Compensating for channel effects
I am trying to work on a system where the quality of a recorded sentence is rated by a computer. There are three modes under which this system operates:
- When the person records a sentence using a mic and mixer arrangement.
- When the user records over a landline.
- When the user records over a mobile phone.
I notice that the scores I get from recordings using the above 3 sources are in the following order: Mic_score > Landline_score > mobile_score
It is likely that the above order is because of the effects of the codecs and channel characteristics. 开发者_JAVA技巧My question is:
- What can be done to compensate for channel/codec introduced artifacts to get consistent scores across channels? If some sort of inverse filtering, then please provide some links where I could get started.
- How do I detect what channel the input speech has been recorded on? Use HMMs?
Edit 1
: I am not at liberty to go into the details of the criteria. The current scores that I get from the mic, landline and mobile (for the same sentence said (and similarly spoken over the three mediums) is something like 80, 66, 41. This difference may be because of the channel effects. If the content and manner of speaking the sentence is the same, then I am looking for an algorithm that normalizes
the scores (they need not be the same, but they should be close).

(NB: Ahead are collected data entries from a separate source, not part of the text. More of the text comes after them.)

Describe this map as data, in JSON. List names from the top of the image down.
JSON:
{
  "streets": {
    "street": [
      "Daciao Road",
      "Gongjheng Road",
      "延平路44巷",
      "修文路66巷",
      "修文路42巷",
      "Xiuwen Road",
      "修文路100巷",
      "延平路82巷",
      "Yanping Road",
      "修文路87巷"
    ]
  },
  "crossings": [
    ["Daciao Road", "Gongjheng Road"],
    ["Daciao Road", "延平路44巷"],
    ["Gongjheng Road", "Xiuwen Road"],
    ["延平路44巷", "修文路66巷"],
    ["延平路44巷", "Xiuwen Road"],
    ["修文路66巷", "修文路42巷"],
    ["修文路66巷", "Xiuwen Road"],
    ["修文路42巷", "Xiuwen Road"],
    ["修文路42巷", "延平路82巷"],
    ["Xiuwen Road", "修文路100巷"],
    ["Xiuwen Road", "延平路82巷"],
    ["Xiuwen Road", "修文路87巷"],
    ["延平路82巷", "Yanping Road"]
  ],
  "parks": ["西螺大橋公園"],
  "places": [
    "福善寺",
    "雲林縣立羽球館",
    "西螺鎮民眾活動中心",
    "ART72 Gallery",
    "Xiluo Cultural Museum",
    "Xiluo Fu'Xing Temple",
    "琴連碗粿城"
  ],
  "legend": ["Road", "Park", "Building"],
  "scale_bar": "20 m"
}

It may very well be that the sound quality is different. Have you tried listening to some examples?
You can also use any spectrum analyzer to look at that data in detail. I suggest http://www.baudline.com/. Things your should look out for: Distance between the noise floor and the speech.
Also look at the high frequency noise bursts when the letters t, f and s are spoken. In low quality lines the difference between these letters disappears.
Why do you want to skew the quality measures? Giving an objective response of the quality seems to make more sense.
The landline codec will remove all frequencies around and above 4 kHz. The cell phone codec will throw away more information as part of a lossy compression process. Unless you have another side channel of information regarding the original audio content, there is no reliable way to recover the audio that was thrown away.
You best bet to normalize is to low pass filter the audio to match the 8 kHz telco codec, and the run the result through some cellular standard compression algorithm (there may be one published for your particular mobile cellular protocol). This should reduce the quality of all 3 signals to about the same.